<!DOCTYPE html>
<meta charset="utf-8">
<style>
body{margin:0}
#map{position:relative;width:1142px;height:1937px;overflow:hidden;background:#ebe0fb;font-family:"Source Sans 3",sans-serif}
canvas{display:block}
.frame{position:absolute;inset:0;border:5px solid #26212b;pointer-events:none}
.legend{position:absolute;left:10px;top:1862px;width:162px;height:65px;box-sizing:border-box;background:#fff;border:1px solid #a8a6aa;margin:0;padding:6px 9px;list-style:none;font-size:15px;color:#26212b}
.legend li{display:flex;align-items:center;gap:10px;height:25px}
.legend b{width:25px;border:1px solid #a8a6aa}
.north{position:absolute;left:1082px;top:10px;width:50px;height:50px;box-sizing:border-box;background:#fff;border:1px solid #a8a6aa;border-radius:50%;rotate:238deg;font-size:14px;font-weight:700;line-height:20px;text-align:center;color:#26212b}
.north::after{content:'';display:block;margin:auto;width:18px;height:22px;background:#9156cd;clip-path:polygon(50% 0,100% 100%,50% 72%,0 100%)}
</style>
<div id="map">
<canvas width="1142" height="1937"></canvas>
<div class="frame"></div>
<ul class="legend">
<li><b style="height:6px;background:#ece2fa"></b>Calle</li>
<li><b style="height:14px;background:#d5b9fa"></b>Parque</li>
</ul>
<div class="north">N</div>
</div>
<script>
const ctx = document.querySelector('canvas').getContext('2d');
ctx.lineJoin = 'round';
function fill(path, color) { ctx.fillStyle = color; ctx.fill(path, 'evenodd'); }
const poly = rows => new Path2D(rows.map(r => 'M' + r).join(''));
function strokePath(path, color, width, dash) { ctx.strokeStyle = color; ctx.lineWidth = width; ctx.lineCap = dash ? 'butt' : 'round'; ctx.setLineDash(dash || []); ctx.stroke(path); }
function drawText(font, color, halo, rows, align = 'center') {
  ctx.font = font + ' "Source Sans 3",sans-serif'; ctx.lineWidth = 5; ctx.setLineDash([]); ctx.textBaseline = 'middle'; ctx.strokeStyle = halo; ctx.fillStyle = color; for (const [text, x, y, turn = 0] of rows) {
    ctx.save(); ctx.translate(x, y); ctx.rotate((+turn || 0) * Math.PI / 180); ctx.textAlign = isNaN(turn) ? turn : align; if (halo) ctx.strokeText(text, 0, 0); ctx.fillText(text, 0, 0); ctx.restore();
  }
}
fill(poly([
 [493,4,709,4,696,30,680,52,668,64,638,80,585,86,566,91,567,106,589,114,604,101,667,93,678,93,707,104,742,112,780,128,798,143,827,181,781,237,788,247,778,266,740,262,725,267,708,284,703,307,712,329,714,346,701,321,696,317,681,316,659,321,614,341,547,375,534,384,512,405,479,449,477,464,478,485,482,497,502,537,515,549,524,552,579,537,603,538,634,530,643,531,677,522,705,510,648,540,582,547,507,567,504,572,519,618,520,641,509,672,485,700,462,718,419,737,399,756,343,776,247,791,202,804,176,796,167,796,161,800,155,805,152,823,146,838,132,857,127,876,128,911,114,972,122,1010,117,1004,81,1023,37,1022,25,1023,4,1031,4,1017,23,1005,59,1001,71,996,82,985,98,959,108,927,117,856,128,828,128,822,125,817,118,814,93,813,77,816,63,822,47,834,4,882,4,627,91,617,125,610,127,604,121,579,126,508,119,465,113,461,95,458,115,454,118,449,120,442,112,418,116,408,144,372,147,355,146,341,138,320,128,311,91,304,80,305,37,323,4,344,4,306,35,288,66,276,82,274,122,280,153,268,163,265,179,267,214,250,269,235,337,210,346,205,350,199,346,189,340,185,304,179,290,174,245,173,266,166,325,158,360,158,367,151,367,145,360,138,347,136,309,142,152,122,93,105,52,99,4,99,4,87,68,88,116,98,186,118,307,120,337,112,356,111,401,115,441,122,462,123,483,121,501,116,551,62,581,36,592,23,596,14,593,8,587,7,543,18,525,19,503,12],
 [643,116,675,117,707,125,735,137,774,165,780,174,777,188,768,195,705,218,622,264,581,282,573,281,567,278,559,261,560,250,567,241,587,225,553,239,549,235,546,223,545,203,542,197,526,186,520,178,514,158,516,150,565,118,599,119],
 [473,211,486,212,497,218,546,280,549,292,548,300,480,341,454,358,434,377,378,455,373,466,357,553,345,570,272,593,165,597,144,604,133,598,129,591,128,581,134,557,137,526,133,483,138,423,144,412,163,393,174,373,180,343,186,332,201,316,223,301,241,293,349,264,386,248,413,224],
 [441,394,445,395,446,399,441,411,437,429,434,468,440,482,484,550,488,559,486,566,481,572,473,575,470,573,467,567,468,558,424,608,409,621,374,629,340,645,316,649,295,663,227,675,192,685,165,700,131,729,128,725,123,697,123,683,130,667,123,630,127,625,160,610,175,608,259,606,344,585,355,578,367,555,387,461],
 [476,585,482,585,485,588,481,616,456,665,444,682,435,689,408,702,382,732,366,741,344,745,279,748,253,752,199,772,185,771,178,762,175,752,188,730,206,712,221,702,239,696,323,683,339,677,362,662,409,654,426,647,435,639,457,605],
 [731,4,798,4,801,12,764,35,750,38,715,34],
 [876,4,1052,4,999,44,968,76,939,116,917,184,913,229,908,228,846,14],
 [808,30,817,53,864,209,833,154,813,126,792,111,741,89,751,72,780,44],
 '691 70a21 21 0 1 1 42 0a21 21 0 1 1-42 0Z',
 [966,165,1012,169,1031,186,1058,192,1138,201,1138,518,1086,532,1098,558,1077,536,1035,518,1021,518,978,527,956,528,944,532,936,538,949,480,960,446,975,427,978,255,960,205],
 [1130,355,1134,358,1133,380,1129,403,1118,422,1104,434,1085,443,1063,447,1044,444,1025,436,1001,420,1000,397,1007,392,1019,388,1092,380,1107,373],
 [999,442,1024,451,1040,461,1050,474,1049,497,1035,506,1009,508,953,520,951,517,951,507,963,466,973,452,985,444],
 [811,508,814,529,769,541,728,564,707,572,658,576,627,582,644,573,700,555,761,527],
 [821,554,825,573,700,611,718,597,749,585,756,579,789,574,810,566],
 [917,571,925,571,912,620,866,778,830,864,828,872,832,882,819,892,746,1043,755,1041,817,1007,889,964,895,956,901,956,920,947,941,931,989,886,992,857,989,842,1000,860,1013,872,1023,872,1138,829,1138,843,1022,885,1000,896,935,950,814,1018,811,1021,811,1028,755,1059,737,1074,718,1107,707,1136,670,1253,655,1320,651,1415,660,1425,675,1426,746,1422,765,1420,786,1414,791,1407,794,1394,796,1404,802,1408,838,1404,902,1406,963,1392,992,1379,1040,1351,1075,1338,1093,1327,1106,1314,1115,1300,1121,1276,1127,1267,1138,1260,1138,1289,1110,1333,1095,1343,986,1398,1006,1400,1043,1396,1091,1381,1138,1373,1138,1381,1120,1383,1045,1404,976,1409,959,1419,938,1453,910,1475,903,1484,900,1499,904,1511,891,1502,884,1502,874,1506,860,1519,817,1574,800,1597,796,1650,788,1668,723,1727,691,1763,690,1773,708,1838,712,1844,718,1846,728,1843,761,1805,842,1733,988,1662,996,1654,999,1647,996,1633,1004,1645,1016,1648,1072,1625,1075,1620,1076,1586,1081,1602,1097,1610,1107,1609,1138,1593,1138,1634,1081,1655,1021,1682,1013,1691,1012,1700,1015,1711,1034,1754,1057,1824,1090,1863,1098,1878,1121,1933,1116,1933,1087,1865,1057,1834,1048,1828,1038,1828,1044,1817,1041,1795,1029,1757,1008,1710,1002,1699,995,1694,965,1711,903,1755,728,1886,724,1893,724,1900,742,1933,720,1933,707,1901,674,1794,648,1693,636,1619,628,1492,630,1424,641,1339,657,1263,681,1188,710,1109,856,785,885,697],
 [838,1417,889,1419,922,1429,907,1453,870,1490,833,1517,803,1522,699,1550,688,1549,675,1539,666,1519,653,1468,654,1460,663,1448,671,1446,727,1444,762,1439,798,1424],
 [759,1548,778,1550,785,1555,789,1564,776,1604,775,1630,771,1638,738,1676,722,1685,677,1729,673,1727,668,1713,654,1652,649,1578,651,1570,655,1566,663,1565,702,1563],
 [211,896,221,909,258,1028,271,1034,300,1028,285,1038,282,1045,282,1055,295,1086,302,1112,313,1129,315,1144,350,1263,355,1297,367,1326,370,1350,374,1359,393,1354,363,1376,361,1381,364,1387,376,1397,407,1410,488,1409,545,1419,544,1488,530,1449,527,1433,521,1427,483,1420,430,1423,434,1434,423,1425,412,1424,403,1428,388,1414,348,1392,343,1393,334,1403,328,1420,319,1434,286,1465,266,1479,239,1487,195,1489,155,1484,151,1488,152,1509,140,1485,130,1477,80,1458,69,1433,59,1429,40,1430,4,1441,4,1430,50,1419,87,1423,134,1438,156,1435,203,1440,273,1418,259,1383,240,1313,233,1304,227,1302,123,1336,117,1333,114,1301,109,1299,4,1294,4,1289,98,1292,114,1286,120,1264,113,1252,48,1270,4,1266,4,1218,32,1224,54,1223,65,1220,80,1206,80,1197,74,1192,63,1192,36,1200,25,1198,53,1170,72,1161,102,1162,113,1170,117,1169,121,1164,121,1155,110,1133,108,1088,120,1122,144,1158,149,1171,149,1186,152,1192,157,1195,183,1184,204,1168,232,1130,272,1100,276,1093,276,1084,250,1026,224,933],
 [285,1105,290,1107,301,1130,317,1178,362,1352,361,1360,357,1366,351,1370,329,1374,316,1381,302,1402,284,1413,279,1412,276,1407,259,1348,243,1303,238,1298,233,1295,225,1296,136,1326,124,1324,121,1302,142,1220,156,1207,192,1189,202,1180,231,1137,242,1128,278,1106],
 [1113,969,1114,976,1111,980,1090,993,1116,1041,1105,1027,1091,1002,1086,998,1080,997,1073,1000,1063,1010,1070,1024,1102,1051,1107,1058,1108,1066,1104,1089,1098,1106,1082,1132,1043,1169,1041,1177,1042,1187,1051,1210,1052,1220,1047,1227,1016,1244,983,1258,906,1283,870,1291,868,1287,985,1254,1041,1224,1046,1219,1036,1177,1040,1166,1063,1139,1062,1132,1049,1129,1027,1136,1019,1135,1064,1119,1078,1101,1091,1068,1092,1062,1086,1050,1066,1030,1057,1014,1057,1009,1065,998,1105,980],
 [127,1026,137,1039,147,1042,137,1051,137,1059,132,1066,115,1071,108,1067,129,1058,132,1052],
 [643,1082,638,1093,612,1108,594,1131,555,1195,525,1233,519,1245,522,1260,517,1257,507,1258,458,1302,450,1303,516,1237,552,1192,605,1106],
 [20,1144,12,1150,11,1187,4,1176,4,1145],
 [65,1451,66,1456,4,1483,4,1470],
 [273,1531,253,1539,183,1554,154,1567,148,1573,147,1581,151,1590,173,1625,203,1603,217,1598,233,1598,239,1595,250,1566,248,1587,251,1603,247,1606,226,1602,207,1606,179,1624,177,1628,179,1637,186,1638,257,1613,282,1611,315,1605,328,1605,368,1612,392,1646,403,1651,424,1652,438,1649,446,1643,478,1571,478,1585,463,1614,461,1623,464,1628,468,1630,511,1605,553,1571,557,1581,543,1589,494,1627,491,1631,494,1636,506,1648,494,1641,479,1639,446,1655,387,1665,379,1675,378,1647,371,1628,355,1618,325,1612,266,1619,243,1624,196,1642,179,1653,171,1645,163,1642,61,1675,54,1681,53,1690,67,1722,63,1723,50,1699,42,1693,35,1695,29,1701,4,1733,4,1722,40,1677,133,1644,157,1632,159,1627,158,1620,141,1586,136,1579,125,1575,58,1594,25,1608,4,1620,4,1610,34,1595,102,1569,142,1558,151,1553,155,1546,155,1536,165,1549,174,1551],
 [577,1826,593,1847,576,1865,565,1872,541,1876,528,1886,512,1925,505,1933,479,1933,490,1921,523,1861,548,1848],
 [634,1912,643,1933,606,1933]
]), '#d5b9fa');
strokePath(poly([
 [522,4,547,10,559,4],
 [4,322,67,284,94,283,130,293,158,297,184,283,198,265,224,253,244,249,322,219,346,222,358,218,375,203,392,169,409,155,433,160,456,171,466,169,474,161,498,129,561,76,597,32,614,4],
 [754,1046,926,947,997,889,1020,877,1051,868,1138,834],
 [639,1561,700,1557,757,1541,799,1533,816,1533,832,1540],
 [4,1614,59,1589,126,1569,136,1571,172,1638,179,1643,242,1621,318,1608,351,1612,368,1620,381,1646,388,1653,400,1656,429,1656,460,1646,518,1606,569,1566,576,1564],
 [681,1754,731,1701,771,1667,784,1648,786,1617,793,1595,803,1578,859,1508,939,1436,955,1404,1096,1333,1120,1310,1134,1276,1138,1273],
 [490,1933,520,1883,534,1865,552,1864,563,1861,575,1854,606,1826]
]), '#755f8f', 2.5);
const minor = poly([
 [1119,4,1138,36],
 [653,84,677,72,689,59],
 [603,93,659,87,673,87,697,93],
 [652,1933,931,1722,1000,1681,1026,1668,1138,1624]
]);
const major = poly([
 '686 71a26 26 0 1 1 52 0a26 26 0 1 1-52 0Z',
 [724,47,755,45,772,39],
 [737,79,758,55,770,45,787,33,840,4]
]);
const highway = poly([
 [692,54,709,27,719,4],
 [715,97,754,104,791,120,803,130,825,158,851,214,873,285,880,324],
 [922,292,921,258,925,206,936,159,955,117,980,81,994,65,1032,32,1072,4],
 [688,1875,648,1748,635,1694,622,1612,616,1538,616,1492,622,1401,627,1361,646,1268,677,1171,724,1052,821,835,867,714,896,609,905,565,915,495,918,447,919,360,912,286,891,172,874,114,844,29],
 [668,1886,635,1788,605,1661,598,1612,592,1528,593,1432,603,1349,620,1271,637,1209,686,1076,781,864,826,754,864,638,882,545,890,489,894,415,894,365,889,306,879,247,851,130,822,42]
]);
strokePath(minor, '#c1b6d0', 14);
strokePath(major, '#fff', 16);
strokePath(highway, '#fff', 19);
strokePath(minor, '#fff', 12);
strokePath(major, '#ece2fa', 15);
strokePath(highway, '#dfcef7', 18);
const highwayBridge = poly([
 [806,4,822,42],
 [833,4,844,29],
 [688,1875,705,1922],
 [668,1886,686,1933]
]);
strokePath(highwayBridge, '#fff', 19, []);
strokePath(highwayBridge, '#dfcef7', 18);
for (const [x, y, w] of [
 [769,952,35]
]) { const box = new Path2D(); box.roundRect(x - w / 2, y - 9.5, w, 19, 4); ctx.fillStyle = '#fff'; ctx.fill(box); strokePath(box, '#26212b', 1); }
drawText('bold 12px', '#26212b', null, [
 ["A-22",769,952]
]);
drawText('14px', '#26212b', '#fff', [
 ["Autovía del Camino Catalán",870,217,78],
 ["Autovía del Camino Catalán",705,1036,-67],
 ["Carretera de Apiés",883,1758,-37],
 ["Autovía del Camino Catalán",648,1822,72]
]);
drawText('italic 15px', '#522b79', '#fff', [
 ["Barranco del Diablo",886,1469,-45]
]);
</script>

=======

The answer must consist of every line from the records above that holds "lineWidth".

◆ **Answer to this task**:
function strokePath(path, color, width, dash) { ctx.strokeStyle = color; ctx.lineWidth = width; ctx.lineCap = dash ? 'butt' : 'round'; ctx.setLineDash(dash || []); ctx.stroke(path); }
  ctx.font = font + ' "Source Sans 3",sans-serif'; ctx.lineWidth = 5; ctx.setLineDash([]); ctx.textBaseline = 'middle'; ctx.strokeStyle = halo; ctx.fillStyle = color; for (const [text, x, y, turn = 0] of rows) {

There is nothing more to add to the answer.